Looking for suggestions on how to improve guest GPU bind/unbind

roobre · August 19, 2023, 11:16am

Hey everyone,

I’ve been running a vfio setup for several years now, and I’m looking for suggestions on how to make runtime bind/unbind a bit more pleasant to work with.

What I have:

Two Nvidia GPUs, one of them used only for the guest VM, and another one used by my Arch (btw) host. Swapping the host GPU for a non-nvidia one is not entirely out of the question, if required.

What I want:

Avoid binding the guest GPU early on boot, to prevent the tty from breaking (as reported in Linux Kernel 6 seems to be incompatible with the vfio_pci module needed for PCI passthrough)
Keep my guest GPU in power saving state when the VM is off. This is important as otherwise it will suck 100W permanently, getting hot and reducing fan lifespan.

What I knew:

To achieve 1, I must not let VFIO grab the guest GPU early on boot (that is, let the nvidia module have it)
To achieve 2, the guest GPU has to be bound to the nvidia module, and nvidia-persistenced has to be running.

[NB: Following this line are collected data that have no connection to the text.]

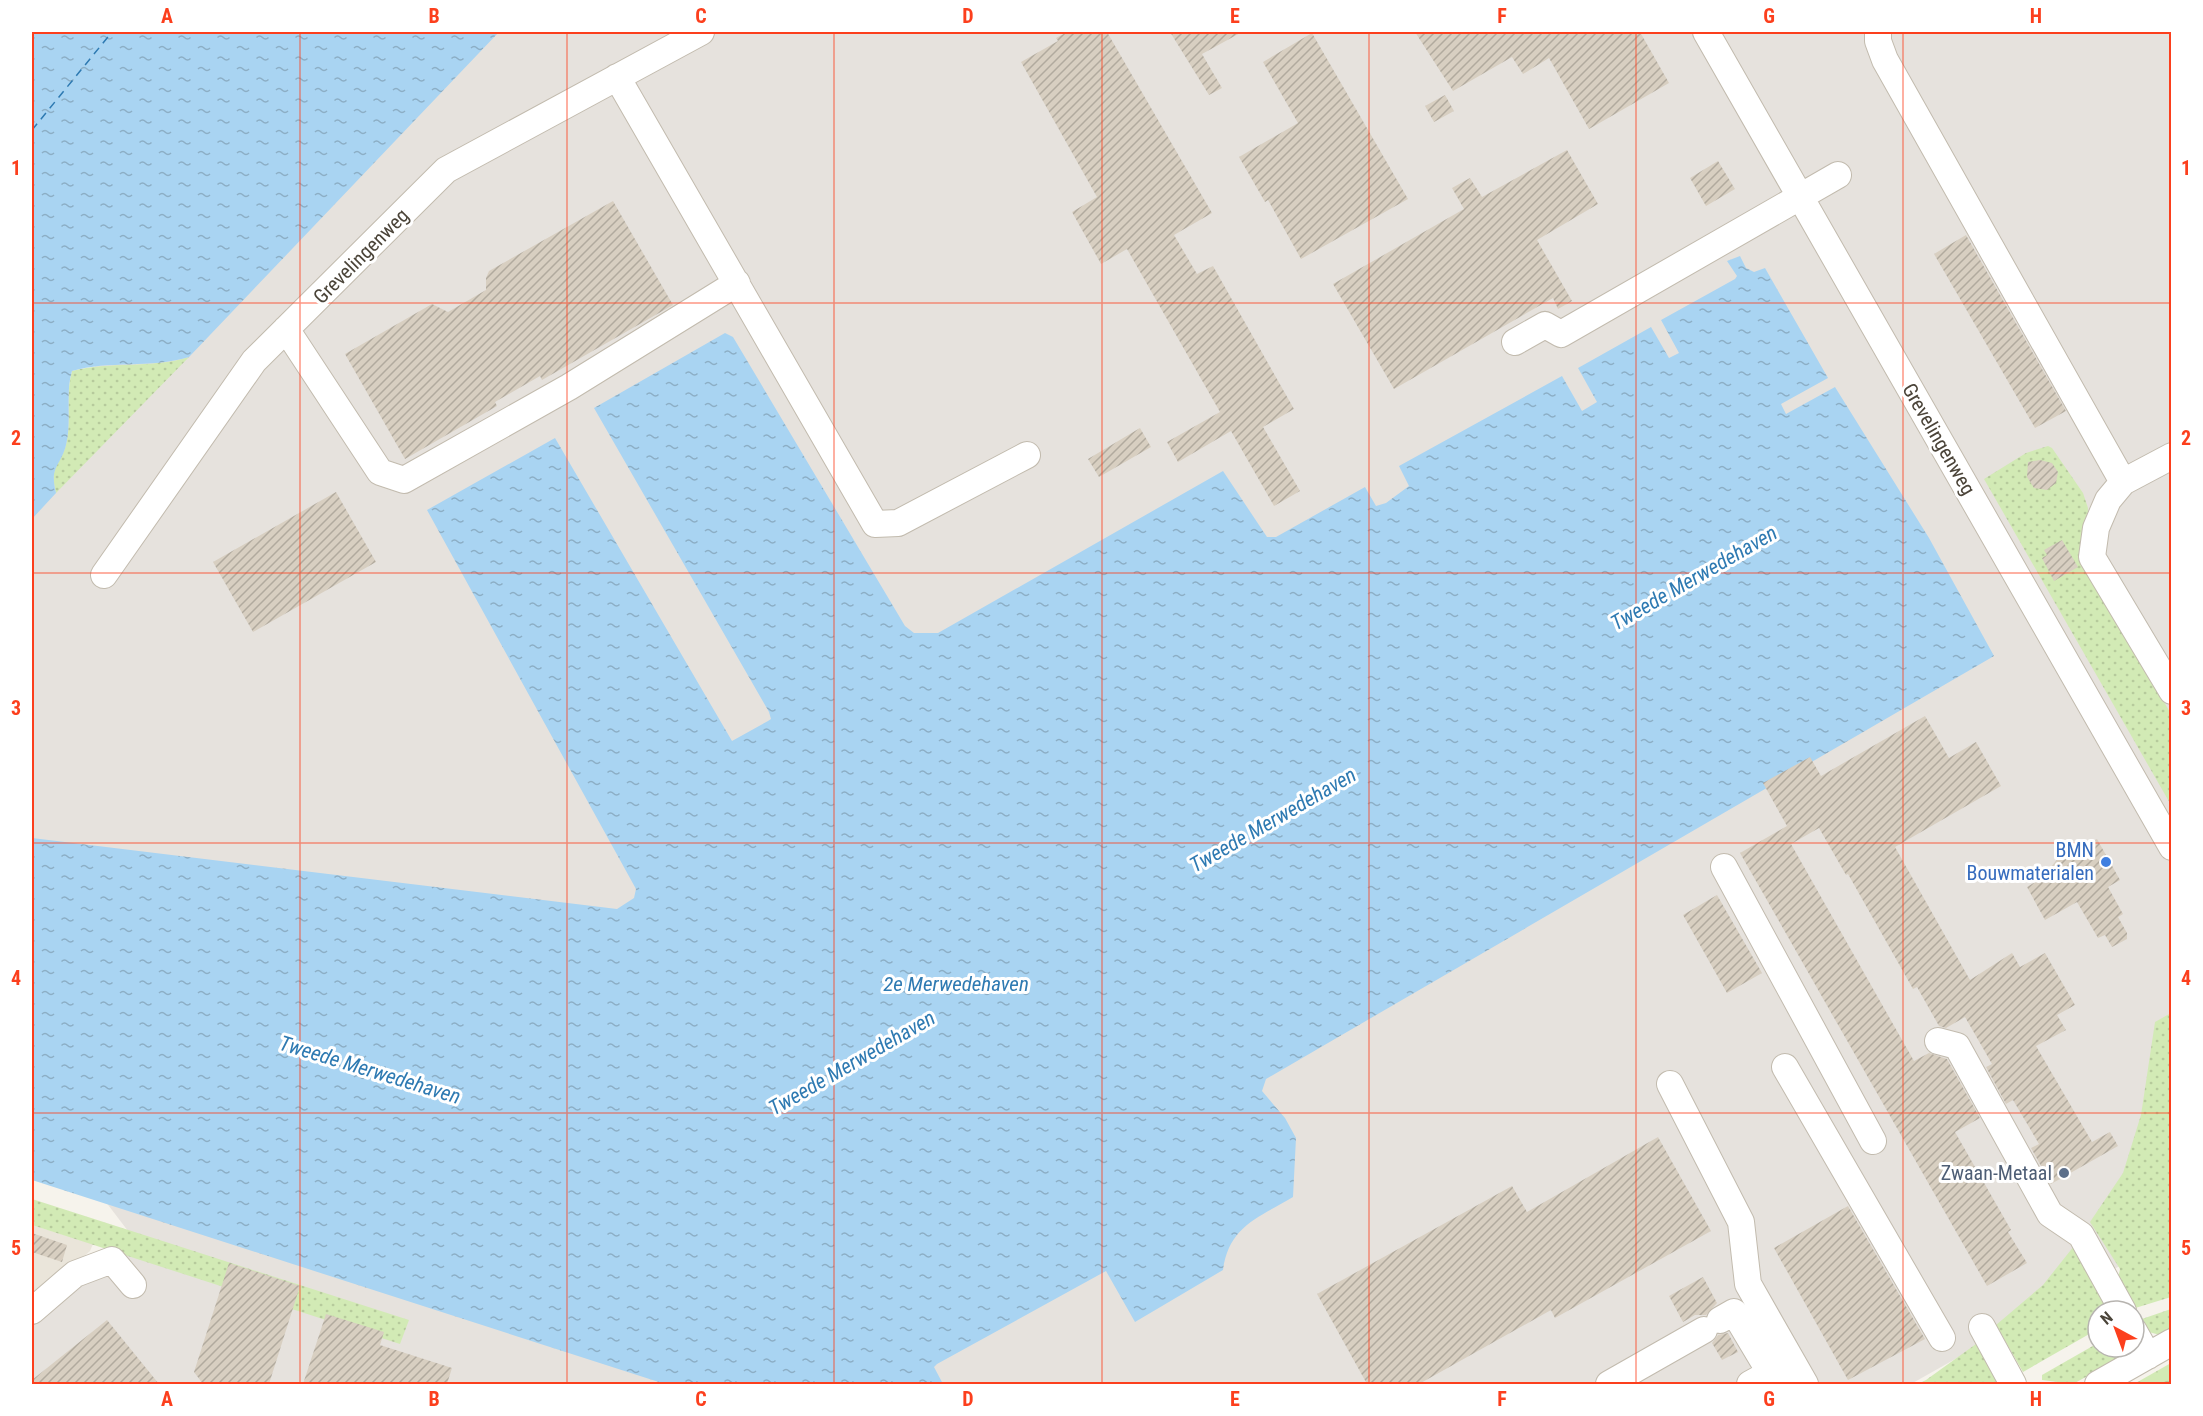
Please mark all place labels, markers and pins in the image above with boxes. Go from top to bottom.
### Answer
place label: BMN Bouwmaterialen [1967,838,2094,885]
marker: BMN Bouwmaterialen [2099,855,2113,869]
place label: Zwaan-Metaal [1941,1161,2052,1185]
marker: Zwaan-Metaal [2057,1166,2071,1180]

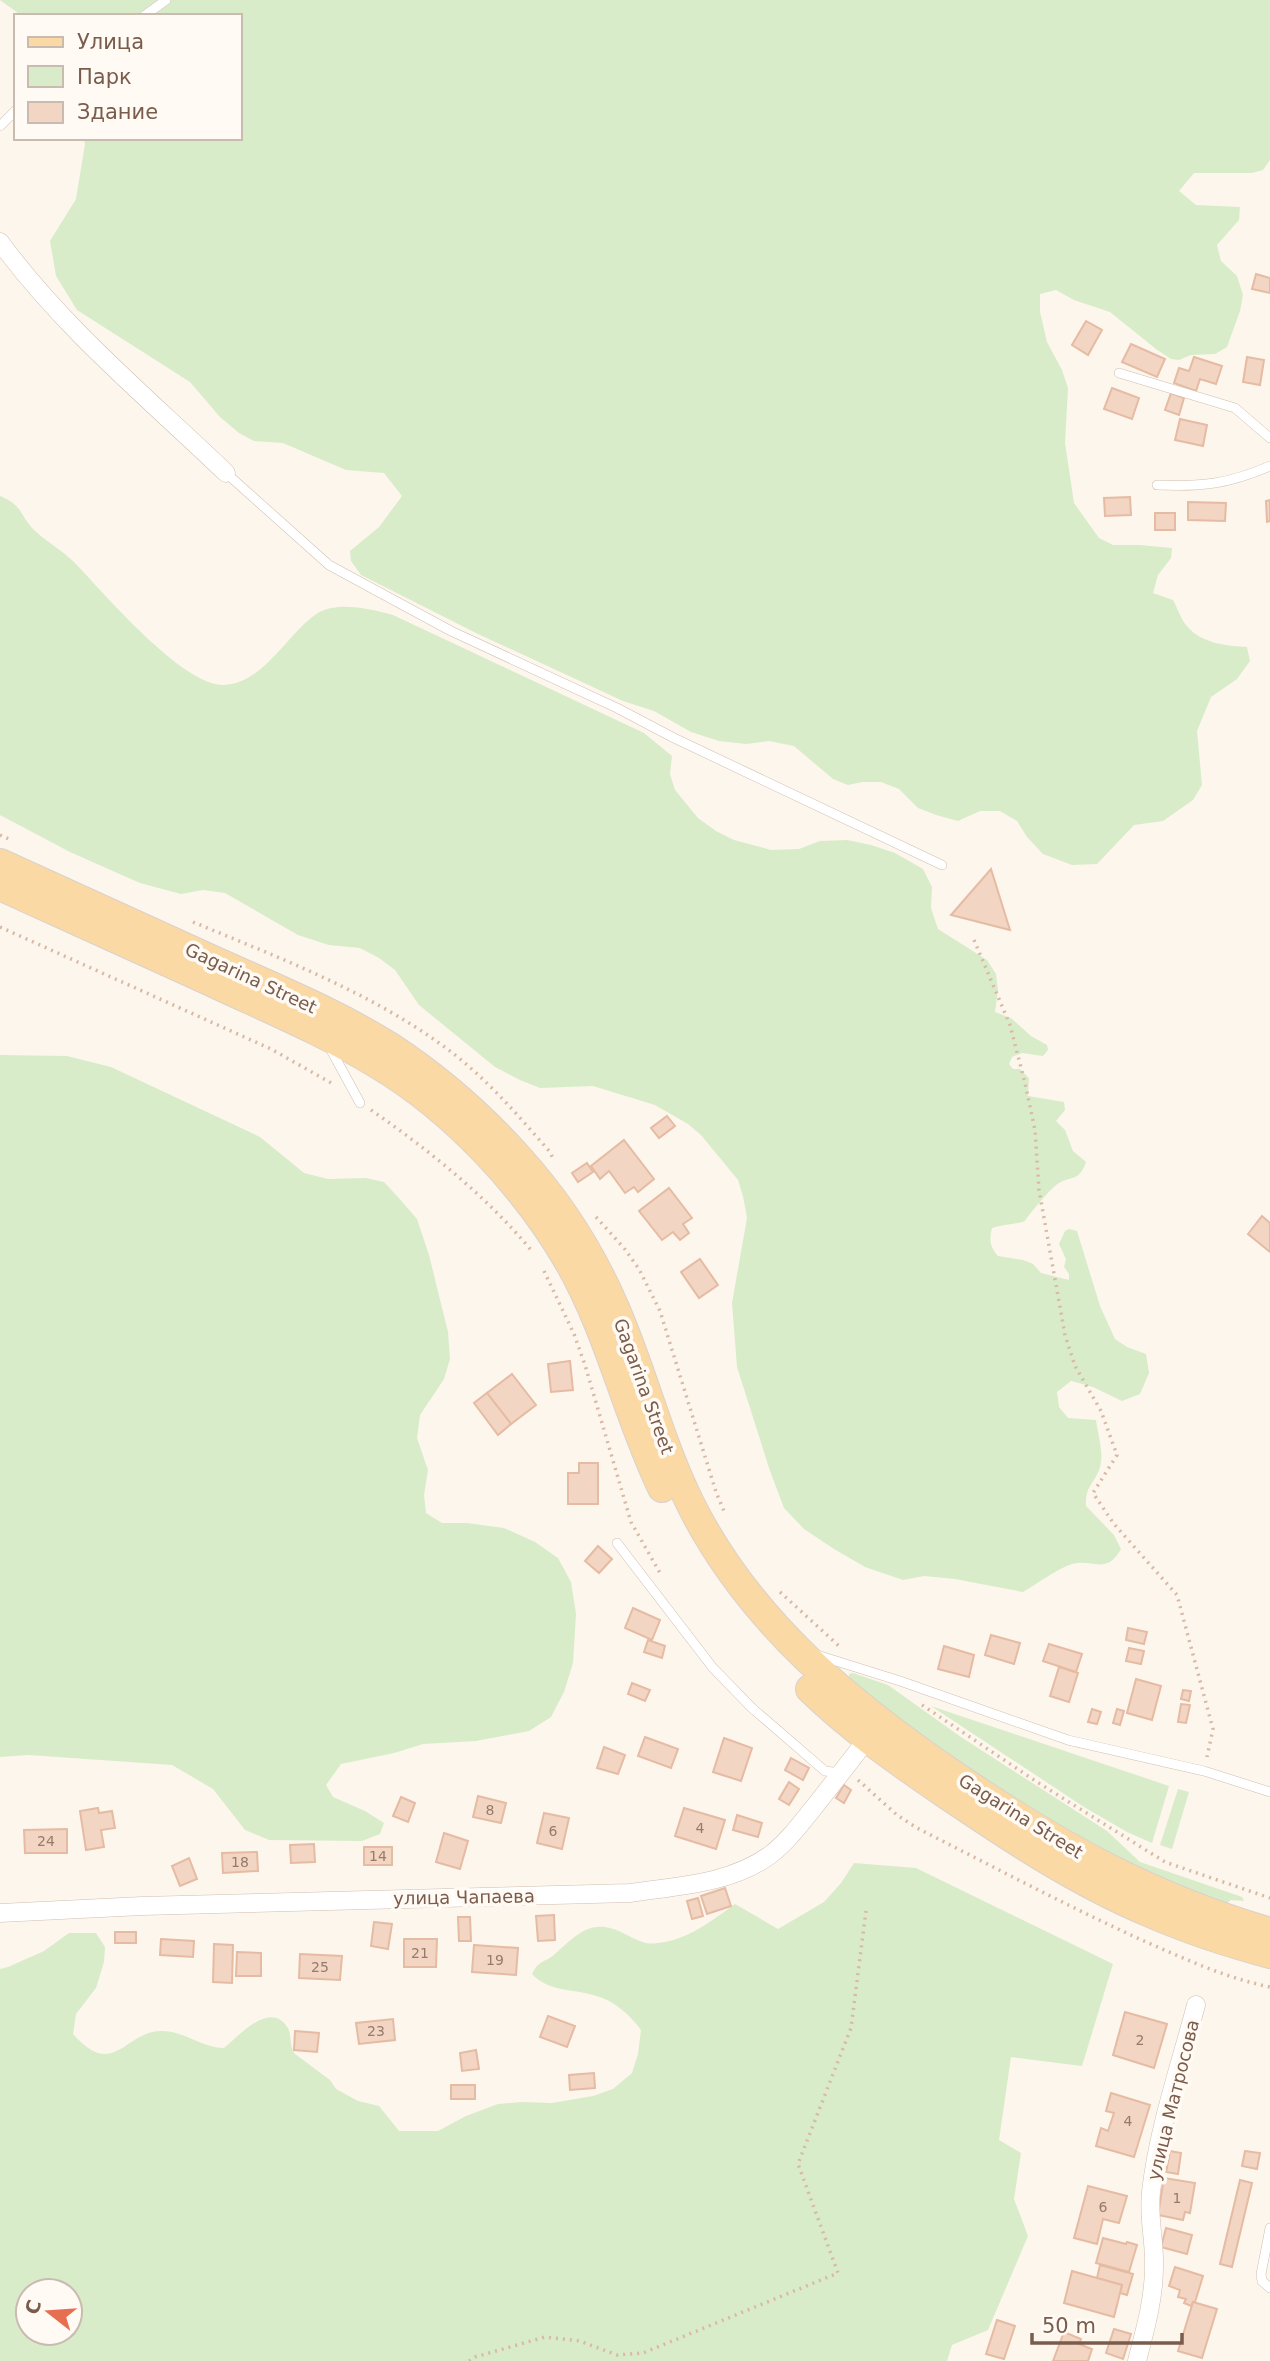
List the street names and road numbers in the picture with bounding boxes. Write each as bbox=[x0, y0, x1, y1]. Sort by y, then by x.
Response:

It needs to be kept running, it does not work (to my knowledge) to start it and then stop it.
To be able to launch the VM, I need to unbind the guest GPU from the nvidia module. To do this, no process must be using that GPU
X.org will start using any GPU bound to the nvidia module, so the guest GPU must not be bound to the nvidia module when X.org starts

With this info, I made an sketchy setup that roughly consists in the following:

VFIO is not started at boot, so nvidia binds both GPU
A systemd unit is run Before=display-manager.service, which unbinds the guest GPU
X.org starts
Another systemd unit is run After=display-manager.service, which rebinds the guest GPU to nvidia
nvidia-persistenced starts after that, putting the GPU in low power mode
When the VM is started, libvirt hooks stop nvidia-persistenced, reset the gpu with nvidia-smi, unbind the GPU from nvidia, and bind it to vfio before starting the VM.

I thought this was going to work fine, but it does not. It turns out that some applications (I believe those that use OpenGL?) will attach themselves to the guest GPU even if X.org itself is not. Oddly enough, applications only start using the guest GPU if nvidia-persistenced is running (I have no idea why)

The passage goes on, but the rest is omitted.